Exercise: Copy every line of the data that includes the string "body".

The data:
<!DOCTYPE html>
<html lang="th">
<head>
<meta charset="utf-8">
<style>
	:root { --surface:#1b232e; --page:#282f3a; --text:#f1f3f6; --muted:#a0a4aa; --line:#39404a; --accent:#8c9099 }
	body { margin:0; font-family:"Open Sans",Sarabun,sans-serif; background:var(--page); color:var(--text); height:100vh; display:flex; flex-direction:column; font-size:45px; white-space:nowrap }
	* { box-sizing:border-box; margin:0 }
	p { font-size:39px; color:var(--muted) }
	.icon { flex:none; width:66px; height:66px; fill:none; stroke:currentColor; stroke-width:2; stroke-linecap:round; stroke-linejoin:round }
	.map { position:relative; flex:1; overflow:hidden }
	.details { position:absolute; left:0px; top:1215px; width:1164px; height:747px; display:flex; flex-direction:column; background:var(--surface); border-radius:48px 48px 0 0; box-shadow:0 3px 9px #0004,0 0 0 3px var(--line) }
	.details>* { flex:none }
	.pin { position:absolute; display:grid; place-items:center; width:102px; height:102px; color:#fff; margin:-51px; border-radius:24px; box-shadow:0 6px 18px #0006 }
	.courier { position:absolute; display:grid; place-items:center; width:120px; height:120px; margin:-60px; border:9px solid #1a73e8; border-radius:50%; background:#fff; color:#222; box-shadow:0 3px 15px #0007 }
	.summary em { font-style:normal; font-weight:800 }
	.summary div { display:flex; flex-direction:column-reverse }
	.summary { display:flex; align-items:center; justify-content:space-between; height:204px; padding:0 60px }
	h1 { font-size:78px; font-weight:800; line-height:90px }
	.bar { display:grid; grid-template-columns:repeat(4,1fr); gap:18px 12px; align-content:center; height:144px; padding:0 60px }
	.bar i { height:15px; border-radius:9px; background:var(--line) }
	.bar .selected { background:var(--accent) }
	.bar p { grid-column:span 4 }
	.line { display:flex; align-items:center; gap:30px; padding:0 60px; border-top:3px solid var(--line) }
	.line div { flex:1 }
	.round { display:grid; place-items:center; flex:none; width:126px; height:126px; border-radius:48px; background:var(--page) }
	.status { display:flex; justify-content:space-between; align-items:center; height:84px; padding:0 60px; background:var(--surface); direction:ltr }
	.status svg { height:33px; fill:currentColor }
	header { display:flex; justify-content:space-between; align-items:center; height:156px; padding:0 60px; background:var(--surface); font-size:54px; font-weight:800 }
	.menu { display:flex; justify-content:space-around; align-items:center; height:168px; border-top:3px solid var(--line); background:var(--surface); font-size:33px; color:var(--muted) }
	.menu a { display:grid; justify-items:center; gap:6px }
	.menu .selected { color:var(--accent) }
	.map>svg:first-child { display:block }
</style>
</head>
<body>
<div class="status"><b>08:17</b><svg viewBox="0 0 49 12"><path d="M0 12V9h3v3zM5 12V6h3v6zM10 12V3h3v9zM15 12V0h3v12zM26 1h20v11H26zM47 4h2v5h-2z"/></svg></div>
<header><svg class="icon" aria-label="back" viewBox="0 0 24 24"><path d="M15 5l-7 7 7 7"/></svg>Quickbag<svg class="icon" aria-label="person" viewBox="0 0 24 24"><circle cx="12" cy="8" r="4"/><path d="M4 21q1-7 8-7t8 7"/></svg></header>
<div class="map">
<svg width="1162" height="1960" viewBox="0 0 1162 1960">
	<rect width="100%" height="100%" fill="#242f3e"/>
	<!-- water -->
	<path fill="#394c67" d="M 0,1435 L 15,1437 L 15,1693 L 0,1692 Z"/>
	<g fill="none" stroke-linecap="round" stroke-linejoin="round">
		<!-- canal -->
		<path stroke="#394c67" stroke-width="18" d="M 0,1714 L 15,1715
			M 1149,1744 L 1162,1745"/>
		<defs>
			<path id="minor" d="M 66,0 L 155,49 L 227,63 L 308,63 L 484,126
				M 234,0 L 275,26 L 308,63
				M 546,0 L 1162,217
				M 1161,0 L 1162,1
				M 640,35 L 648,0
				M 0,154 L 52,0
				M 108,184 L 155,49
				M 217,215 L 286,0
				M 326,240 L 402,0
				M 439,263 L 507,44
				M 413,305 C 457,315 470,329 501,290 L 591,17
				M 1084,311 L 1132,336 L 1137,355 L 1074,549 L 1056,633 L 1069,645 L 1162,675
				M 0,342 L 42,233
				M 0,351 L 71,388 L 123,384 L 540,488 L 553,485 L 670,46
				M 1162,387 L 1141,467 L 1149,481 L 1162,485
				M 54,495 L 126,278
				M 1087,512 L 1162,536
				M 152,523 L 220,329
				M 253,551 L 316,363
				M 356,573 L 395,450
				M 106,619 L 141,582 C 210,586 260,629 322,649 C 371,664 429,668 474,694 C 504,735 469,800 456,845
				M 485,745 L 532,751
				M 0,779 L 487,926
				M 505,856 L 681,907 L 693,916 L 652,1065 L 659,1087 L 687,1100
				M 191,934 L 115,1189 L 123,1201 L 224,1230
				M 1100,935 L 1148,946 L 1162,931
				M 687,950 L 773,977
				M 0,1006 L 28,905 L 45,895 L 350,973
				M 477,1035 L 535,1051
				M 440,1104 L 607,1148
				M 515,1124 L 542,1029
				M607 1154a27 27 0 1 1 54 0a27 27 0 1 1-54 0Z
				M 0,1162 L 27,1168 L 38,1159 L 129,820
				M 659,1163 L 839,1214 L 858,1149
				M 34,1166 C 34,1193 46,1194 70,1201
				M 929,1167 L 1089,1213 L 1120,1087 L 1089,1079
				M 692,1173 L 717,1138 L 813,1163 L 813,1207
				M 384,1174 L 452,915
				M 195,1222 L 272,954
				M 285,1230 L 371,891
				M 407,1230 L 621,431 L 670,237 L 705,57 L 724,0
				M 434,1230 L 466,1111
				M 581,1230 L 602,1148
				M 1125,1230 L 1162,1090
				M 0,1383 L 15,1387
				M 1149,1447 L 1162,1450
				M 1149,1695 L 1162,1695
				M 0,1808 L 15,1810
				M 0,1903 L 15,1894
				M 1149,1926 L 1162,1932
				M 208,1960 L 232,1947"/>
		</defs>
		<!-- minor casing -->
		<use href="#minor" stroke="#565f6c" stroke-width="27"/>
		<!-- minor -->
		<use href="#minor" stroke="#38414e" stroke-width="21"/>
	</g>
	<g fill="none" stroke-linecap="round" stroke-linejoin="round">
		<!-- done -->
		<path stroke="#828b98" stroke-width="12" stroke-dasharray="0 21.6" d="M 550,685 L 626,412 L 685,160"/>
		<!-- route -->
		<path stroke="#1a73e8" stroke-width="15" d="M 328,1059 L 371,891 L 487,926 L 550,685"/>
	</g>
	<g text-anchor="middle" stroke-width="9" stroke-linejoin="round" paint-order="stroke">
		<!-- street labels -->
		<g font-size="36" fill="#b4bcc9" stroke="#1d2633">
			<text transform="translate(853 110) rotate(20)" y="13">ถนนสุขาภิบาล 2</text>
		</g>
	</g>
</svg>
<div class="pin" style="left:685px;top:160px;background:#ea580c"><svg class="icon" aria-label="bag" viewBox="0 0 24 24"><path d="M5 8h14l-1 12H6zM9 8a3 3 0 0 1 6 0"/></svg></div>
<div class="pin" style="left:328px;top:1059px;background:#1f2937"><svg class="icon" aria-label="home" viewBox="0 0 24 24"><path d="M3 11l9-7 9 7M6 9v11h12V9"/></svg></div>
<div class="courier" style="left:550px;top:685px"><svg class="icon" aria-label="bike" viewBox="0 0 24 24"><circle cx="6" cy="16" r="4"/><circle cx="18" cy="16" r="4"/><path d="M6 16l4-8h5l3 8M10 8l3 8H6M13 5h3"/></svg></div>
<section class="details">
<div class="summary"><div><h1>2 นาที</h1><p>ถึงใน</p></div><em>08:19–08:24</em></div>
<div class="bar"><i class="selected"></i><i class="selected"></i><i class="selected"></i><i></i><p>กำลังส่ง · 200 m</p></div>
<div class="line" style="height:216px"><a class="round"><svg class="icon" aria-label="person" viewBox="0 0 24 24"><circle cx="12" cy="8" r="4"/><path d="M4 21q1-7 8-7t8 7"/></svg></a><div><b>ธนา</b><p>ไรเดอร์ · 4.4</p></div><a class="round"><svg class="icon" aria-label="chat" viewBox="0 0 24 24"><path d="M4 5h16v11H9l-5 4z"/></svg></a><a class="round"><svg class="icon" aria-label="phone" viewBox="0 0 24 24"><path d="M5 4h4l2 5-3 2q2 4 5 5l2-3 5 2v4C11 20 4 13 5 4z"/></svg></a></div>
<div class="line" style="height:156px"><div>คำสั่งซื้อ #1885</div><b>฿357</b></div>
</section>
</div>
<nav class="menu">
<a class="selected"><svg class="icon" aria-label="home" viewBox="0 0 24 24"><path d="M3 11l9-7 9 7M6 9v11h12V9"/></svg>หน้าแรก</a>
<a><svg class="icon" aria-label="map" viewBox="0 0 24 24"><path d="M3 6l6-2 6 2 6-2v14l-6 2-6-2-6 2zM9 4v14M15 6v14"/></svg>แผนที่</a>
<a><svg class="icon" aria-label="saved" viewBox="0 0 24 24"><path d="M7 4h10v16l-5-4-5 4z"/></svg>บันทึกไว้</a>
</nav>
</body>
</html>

Exercise result:
	body { margin:0; font-family:"Open Sans",Sarabun,sans-serif; background:var(--page); color:var(--text); height:100vh; display:flex; flex-direction:column; font-size:45px; white-space:nowrap }
<body>
</body>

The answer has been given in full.